Skip to content

axeloide/fiLang

Folders and files

NameName
Last commit message
Last commit date

Latest commit

 

History

13 Commits
 
 
 
 
 
 

Repository files navigation

fiLang
==========
Tools to populate FluidInfo with language data.

Yet another testbench for @axeloide's thoughts about leveraging FluidInfo to get
difficult data into a more usable representation.


Base namespace is: ./lang  (relative to user namespace)


PopulateISO639.py
-----------------

Tags ISO-639 language codes in FluidInfo.

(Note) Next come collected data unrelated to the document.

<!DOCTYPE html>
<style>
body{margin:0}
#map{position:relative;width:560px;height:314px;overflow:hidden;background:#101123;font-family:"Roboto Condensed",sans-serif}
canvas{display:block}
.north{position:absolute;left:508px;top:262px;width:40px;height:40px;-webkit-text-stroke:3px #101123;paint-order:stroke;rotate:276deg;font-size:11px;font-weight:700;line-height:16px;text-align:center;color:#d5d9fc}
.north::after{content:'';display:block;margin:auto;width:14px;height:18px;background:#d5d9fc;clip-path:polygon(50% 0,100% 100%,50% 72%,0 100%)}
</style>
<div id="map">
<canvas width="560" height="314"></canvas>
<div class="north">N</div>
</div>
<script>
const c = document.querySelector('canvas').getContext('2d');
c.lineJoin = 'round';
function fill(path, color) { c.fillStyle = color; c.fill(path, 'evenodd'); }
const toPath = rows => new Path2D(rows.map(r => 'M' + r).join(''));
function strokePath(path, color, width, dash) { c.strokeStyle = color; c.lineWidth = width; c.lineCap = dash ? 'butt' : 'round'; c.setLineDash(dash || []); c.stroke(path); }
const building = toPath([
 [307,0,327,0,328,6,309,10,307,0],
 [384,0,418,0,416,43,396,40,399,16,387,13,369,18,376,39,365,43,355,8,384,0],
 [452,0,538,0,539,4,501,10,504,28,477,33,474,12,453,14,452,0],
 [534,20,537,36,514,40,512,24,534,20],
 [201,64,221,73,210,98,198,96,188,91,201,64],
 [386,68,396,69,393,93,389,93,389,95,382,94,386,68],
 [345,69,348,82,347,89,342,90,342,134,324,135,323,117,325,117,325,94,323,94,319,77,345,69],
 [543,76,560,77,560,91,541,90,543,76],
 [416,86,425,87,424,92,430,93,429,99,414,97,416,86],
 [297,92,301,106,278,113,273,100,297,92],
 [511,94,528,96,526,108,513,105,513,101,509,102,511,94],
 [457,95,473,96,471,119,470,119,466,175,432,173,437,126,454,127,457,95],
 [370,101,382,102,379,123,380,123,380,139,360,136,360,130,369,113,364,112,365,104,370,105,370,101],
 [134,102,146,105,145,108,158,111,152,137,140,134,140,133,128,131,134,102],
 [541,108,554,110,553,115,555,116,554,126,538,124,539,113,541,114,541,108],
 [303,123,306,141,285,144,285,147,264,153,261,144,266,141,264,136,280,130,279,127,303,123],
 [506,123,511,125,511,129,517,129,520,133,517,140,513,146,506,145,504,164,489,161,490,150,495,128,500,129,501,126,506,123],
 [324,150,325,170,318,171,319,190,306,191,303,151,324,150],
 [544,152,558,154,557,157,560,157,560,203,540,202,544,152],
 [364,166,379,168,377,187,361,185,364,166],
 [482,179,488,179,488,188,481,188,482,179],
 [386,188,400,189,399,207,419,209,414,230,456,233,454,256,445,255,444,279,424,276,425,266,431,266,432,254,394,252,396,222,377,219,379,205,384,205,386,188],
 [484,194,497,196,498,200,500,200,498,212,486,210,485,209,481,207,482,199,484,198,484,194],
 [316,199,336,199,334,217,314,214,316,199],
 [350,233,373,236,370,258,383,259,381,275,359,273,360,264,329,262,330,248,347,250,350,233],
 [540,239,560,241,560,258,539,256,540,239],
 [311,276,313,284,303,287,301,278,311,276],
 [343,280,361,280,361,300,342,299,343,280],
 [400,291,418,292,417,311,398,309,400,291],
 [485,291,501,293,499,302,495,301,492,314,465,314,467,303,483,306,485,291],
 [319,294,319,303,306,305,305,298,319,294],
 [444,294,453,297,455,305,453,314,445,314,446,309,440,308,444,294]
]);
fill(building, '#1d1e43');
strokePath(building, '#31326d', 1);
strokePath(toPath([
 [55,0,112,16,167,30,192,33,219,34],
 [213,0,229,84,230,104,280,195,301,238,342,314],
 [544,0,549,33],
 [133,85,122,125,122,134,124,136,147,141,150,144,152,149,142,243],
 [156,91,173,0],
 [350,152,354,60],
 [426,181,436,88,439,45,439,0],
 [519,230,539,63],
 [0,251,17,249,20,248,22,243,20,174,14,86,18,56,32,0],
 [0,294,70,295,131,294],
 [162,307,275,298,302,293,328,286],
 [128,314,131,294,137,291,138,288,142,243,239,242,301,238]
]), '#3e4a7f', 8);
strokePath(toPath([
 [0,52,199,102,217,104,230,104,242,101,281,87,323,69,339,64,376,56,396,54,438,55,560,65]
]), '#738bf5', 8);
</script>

Iterates over the listing of ISO 639 codes supplied by the 
US american "Library of Congress" at:
    http://www.loc.gov/standards/iso639-2/ISO-639-2_utf-8.txt
    
... and puts the following tags on
FluidInfo objects of (duck)type "ISO 639 code":

    fluiddb/about
        string, 2 or 3 letters
        Plain ISO 639-1 or ISO 639-2 code in lower case.

    ./lang/iso639/1 
        empty-valued
        Indicates that the fluiddb/about value is a valid ISO 639-1 code.
        
    ./lang/iso639/2
        empty-valued
        Indicates that the fluiddb/about value is a valid ISO 639-2 code.
        Flags both: B and T codes
        See: http://en.wikipedia.org/wiki/ISO_639-2
    
    ./lang/iso639/2T
        empty-valued
        Indicates that the fluiddb/about value is a valid ISO 639-2/T code.
        See: http://en.wikipedia.org/wiki/ISO_639-2#B_and_T_codes
        
    ./lang/iso639/2B
        empty-valued
        Indicates that the fluiddb/about value is a valid ISO 639-2/B code
        See: http://en.wikipedia.org/wiki/ISO_639-2#B_and_T_codes        
        
    ./lang/iso639/related-1
        string, 2-letters
        Contains the equivalent ISO 639-1 code.
        Not tagged if the object is a ISO 639-1 code itself.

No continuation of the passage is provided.